» **Collected data**:
------------------------------------------------------------

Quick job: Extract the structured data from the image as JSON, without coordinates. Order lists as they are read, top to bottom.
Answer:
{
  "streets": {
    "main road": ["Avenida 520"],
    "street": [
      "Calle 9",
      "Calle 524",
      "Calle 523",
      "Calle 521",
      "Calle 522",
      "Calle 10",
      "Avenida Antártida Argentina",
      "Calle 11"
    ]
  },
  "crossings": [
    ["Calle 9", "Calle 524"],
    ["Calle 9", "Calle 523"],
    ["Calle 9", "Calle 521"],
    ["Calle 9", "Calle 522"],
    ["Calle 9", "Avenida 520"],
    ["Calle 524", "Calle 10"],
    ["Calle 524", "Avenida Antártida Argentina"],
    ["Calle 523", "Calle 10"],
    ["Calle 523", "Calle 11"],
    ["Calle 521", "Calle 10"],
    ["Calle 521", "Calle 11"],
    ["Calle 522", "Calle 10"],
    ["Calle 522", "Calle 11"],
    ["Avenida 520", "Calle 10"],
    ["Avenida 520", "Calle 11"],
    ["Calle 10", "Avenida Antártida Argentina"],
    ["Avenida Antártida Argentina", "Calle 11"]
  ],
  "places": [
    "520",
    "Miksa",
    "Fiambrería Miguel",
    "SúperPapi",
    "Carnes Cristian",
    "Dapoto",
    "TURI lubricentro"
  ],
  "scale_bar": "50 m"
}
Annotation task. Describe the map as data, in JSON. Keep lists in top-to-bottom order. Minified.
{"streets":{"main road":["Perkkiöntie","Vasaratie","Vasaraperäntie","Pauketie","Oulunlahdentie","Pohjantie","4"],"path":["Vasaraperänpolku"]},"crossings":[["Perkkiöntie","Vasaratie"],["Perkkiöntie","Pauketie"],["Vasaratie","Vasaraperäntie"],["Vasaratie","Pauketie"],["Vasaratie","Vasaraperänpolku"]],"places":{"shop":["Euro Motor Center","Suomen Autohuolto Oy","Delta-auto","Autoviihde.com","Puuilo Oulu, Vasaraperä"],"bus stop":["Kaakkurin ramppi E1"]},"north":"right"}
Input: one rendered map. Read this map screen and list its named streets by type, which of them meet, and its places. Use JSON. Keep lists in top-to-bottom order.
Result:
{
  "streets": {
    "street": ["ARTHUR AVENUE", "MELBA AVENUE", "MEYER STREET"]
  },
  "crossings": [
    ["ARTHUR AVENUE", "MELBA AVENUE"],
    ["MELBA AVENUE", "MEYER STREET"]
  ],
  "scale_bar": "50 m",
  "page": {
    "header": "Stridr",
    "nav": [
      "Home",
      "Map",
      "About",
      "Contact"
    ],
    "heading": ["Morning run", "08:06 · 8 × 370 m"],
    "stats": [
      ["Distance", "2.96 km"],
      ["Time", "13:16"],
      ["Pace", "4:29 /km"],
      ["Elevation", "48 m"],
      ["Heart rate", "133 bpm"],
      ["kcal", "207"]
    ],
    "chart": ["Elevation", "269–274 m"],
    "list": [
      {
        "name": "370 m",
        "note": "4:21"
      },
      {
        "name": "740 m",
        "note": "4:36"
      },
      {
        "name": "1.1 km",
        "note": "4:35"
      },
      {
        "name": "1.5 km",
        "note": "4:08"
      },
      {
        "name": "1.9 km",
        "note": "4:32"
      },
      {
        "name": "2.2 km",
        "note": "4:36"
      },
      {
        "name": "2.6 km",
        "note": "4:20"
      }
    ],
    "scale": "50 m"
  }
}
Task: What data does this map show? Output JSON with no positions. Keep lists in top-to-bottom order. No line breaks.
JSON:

------------------------------------------------------------

» **TRY IT**: Whenever the word "this" shows up in a line of the entries, copy that line.

» **EXERCISE RESPONSE**:
Input: one rendered map. Read this map screen and list its named streets by type, which of them meet, and its places. Use JSON. Keep lists in top-to-bottom order.
Task: What data does this map show? Output JSON with no positions. Keep lists in top-to-bottom order. No line breaks.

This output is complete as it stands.